> [Task directions]:
Copy out each line from the material where the word "JSON" is found.
** Opening Extracted data block **
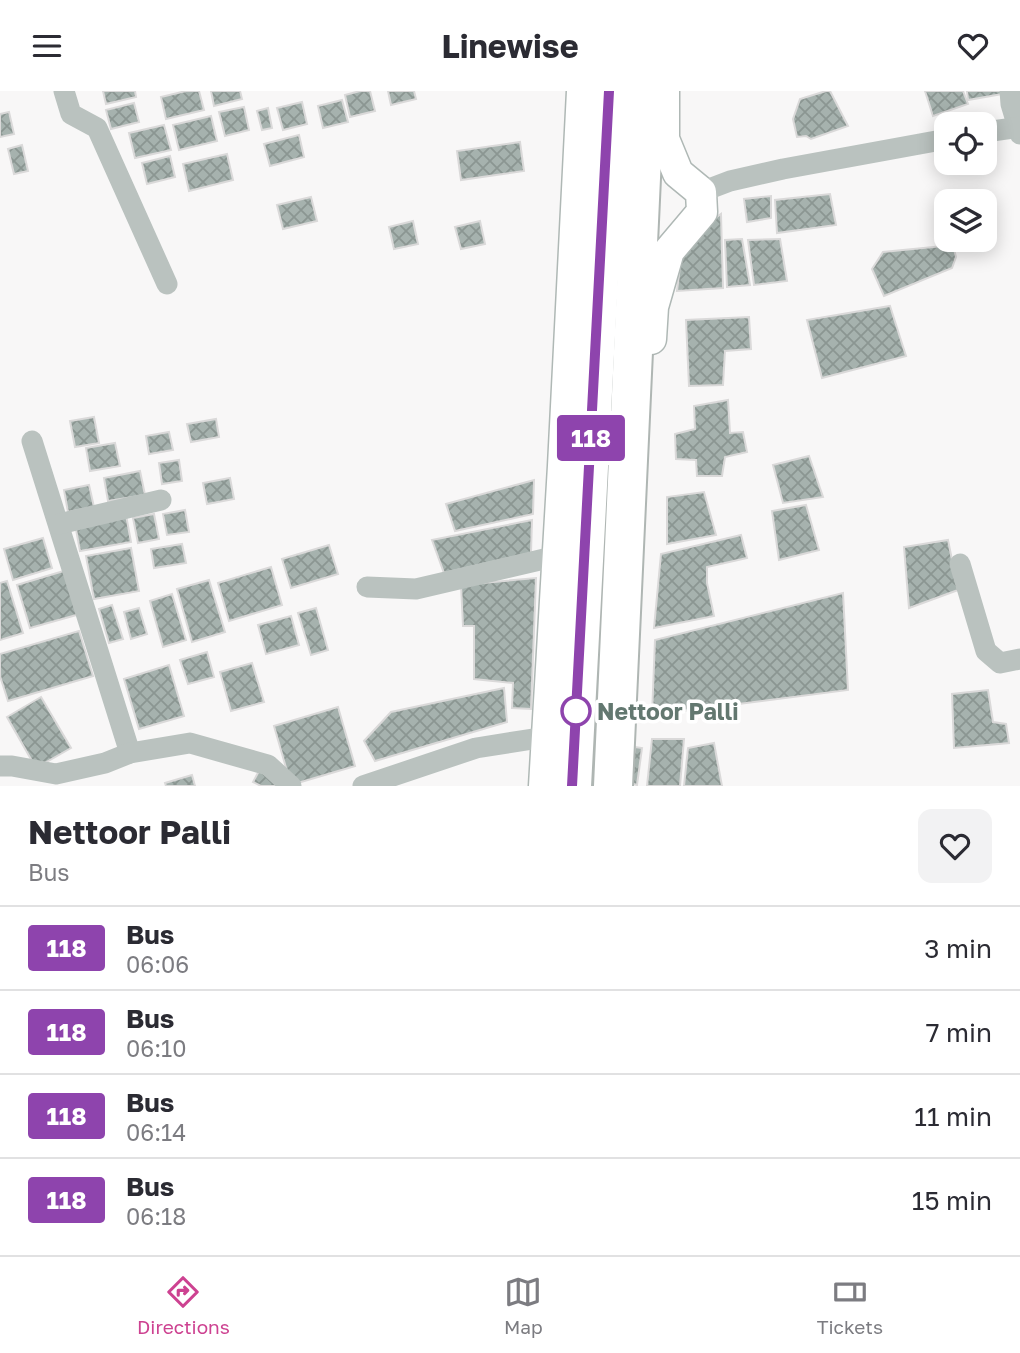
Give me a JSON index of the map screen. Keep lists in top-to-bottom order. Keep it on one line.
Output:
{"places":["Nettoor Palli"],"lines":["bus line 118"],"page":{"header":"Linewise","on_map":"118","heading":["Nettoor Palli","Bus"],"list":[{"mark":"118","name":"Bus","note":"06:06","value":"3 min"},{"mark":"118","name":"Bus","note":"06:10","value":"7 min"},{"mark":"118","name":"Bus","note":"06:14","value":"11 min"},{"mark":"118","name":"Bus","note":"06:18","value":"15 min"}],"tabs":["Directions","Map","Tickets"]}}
** Closing Extracted data block **
** Opening Extracted data block **
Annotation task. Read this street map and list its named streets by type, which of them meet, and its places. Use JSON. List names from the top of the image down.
** Closing Extracted data block **
> [Response for this exercise]:
Give me a JSON index of the map screen. Keep lists in top-to-bottom order. Keep it on one line.
Annotation task. Read this street map and list its named streets by type, which of them meet, and its places. Use JSON. List names from the top of the image down.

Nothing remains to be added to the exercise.